COVID-19 Guidance for Churches
As the COVID-19 pandemic continues to require churches to pivot and make difficult decisions to keep people safe, the Minnesota Conference is committed to offering recommendations that take into account the Minnesota Department of Health guidance for faith communities, as well as current guidelines from the Centers for Disease Control. We are mindful that Minnesota churches are extremely diverse in terms of size, congregational makeup, and vaccination status, and the COVID-19 situation is different in each community; thus a one-size fits all approach to the pandemic doesn’t work. The suggestions below are intended to help church leaders make healthy pastoral decisions, not to act as a fixed set of guidelines that will account for every circumstance.

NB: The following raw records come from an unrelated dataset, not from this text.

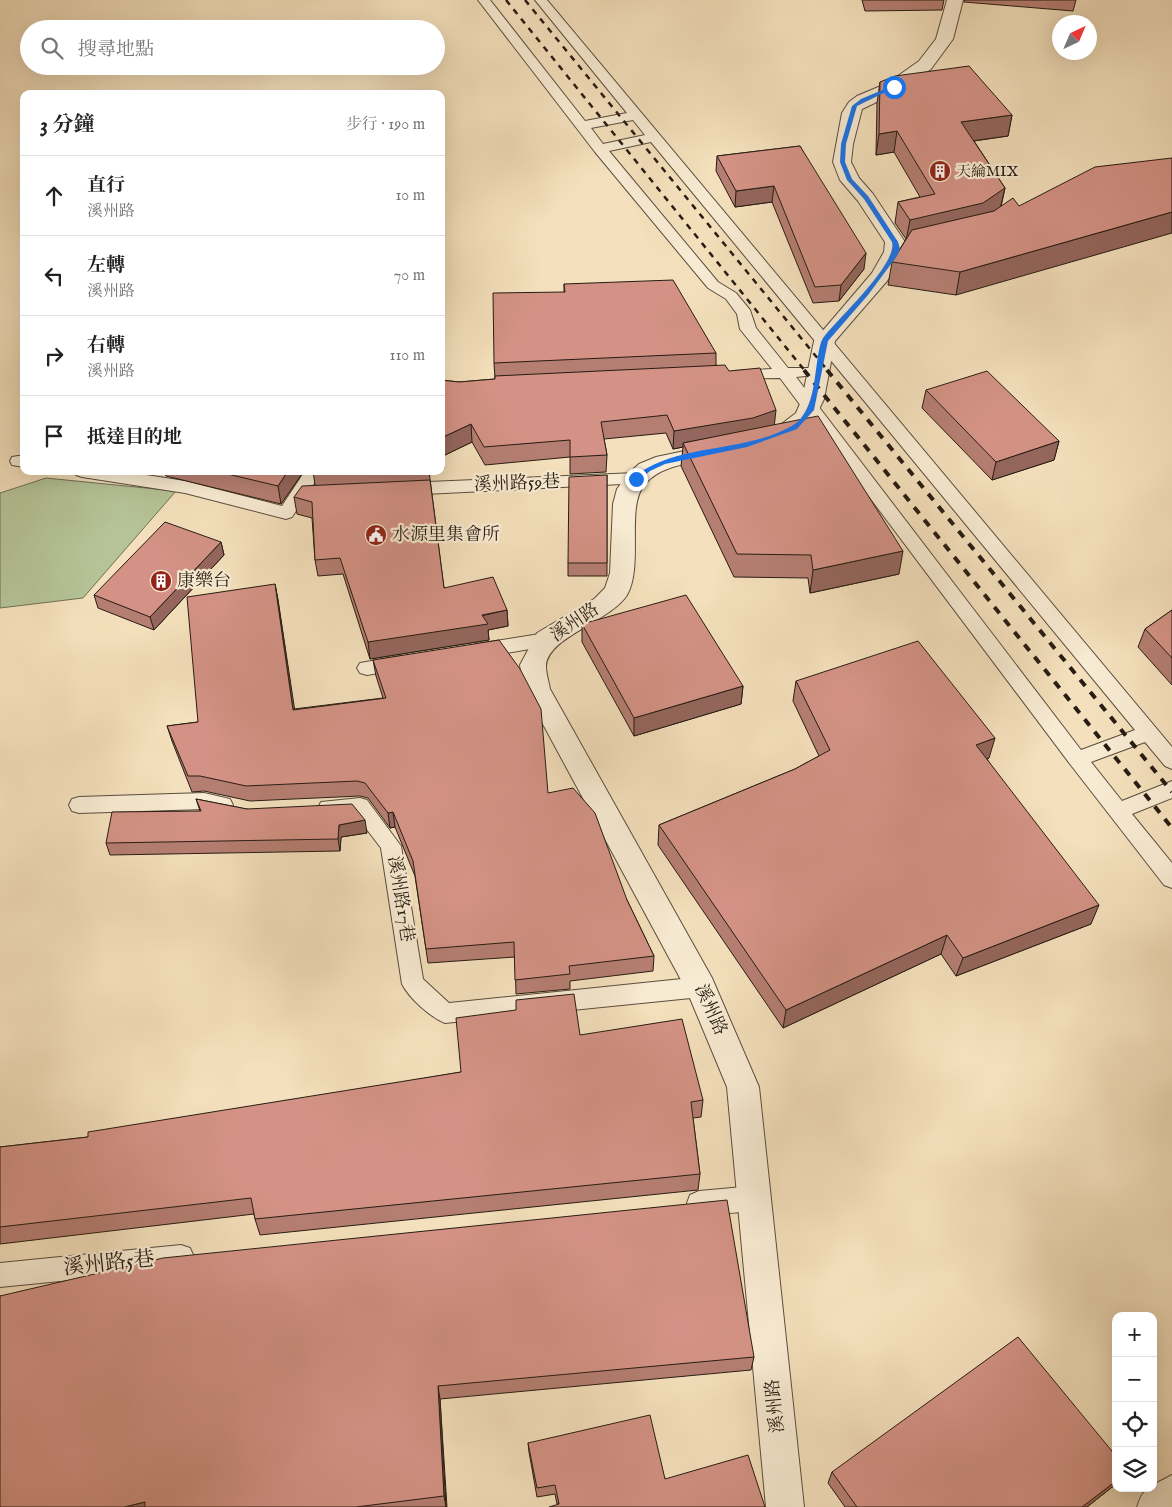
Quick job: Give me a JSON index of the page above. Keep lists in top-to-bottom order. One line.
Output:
{"streets":{"street":["溪州路"],"lane":["溪州路59巷","溪州路17巷","溪州路5巷"]},"crossings":[["溪州路59巷","溪州路"],["溪州路","溪州路17巷"]],"places":{"building":["天綸MIX","康樂台"],"public building":["水源里集會所"]},"north":"top right","page":{"search":"搜尋地點","heading":["3 分鐘","步行 · 190 m"],"list":[["直行","溪州路","10 m"],["左轉","溪州路","70 m"],["右轉","溪州路","110 m"],"抵達目的地"],"map_buttons":["+","−"]}}
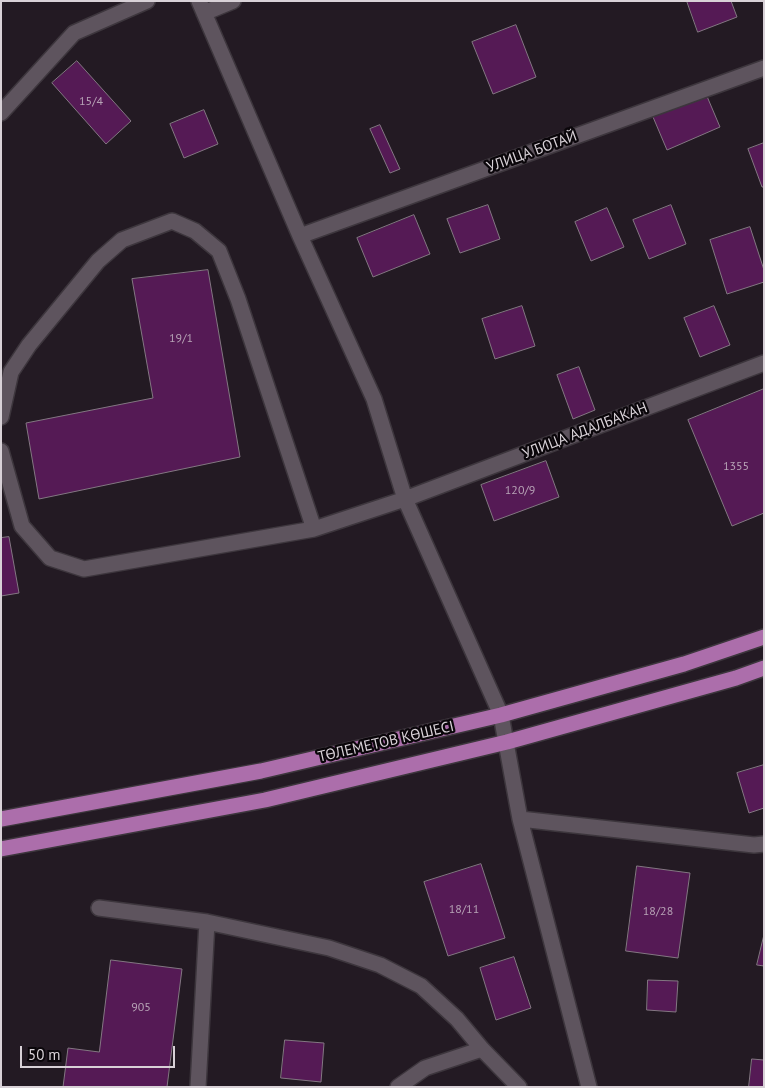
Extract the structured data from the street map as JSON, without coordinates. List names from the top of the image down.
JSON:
{
  "streets": {
    "main road": ["ТӨЛЕМЕТОВ КӨШЕСІ"],
    "street": ["УЛИЦА БОТАЙ", "УЛИЦА АДАЛБАКАН"]
  },
  "house_numbers": [
    "15/4",
    "19/1",
    "1355",
    "120/9",
    "18/11",
    "18/28",
    "905"
  ],
  "scale_bar": "50 m"
}
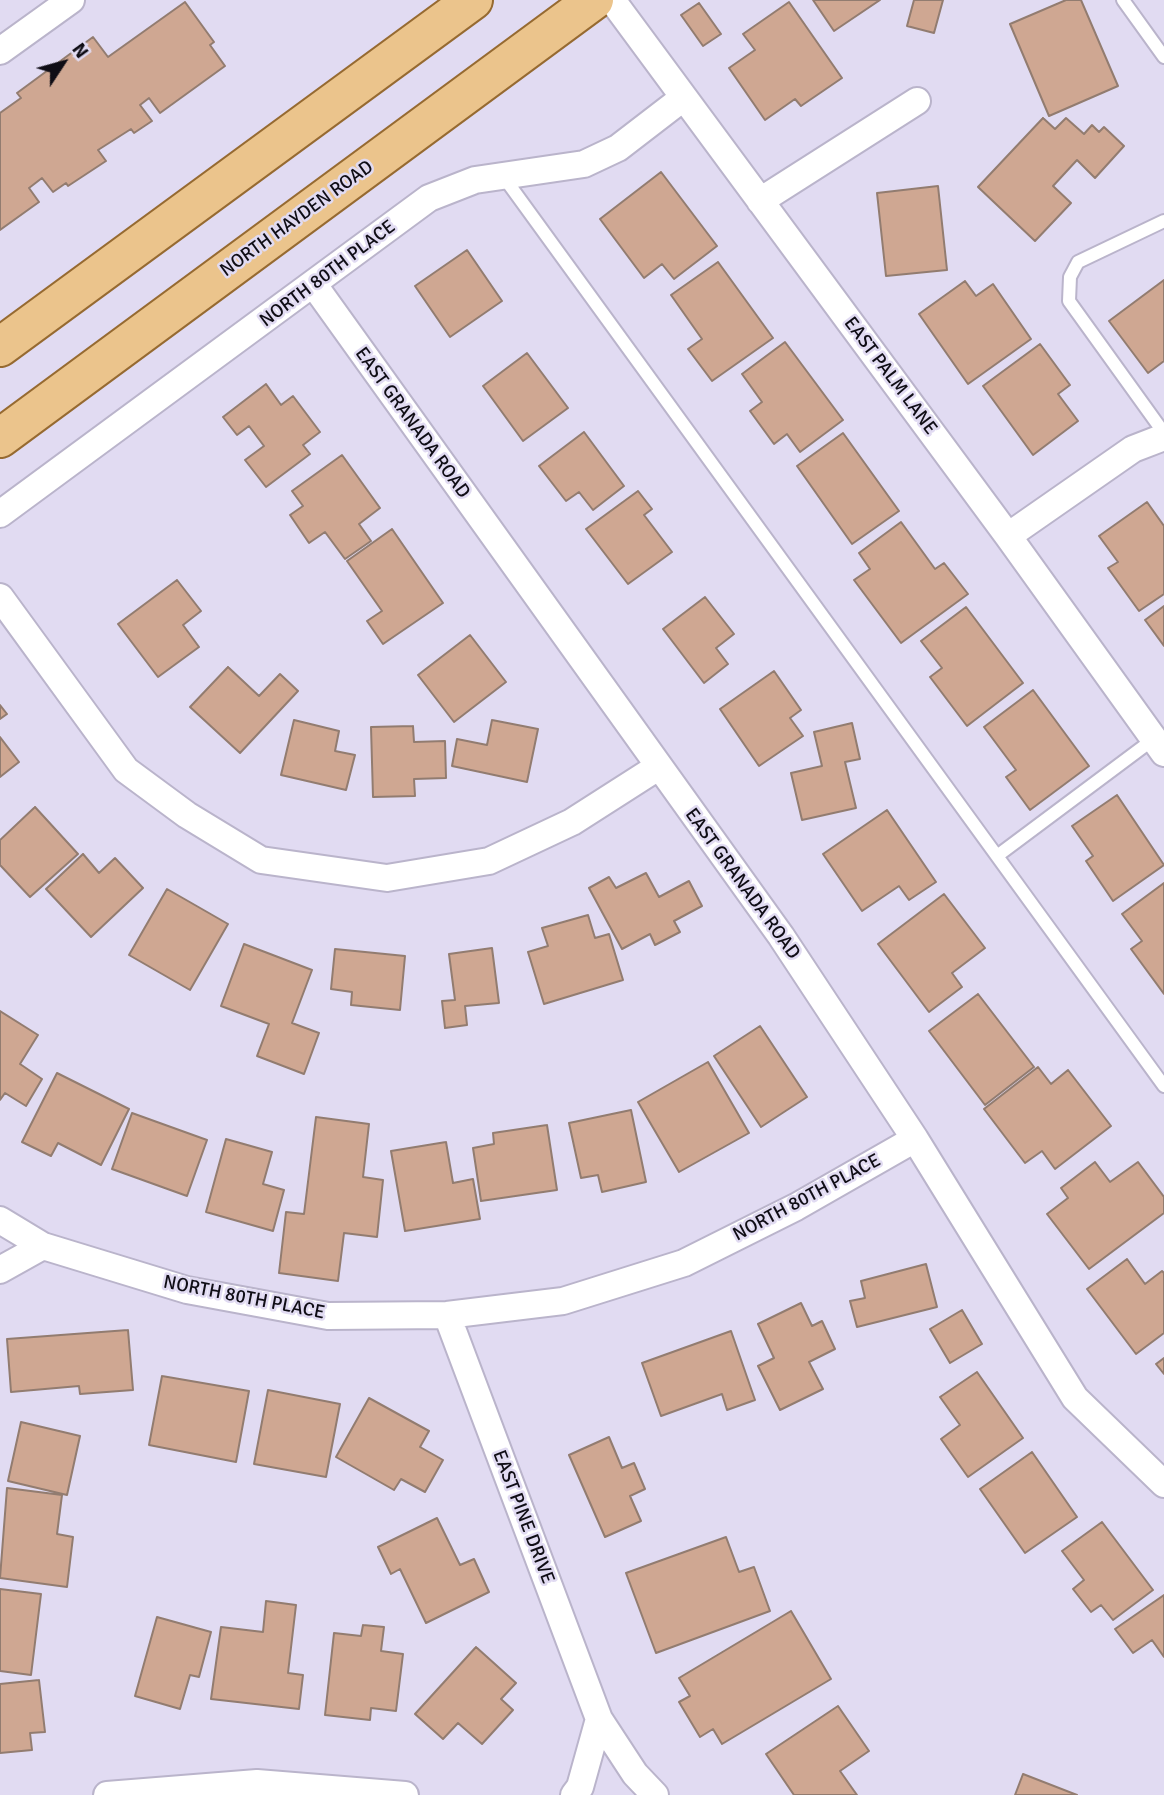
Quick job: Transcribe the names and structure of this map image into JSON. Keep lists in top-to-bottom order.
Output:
{
  "streets": {
    "main road": ["NORTH HAYDEN ROAD"],
    "street": [
      "NORTH 80TH PLACE",
      "EAST PALM LANE",
      "EAST GRANADA ROAD",
      "EAST PINE DRIVE"
    ]
  },
  "crossings": [
    ["NORTH 80TH PLACE", "EAST PALM LANE"],
    ["NORTH 80TH PLACE", "EAST GRANADA ROAD"],
    ["NORTH 80TH PLACE", "EAST PINE DRIVE"]
  ],
  "north": "top right"
}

Current risk level in Minnesota: Low.
We recently came down from the omicron surge. Right now, 74.5 percent of Minnesotans ages 5 and up have had at least one dose of the COVID-19 vaccine, which provides protection from hospitalization and death, but breakthrough infections remain a concern.
Our recommendations for all churches:
- Encourage vaccination for everyone who is eligible.
- Require indoor masking for all, preferably with a high-quality (not cloth) mask.
- Provide online options for anyone not comfortable meeting in-person.
- When transmission in your community is high, provide for appropriate social distancing.
- Be cautious about eating together, and provide socially distanced options.
- Put retreats or mission trips on hold.
- Require that adults engaged in children/youth ministry be fully vaccinated.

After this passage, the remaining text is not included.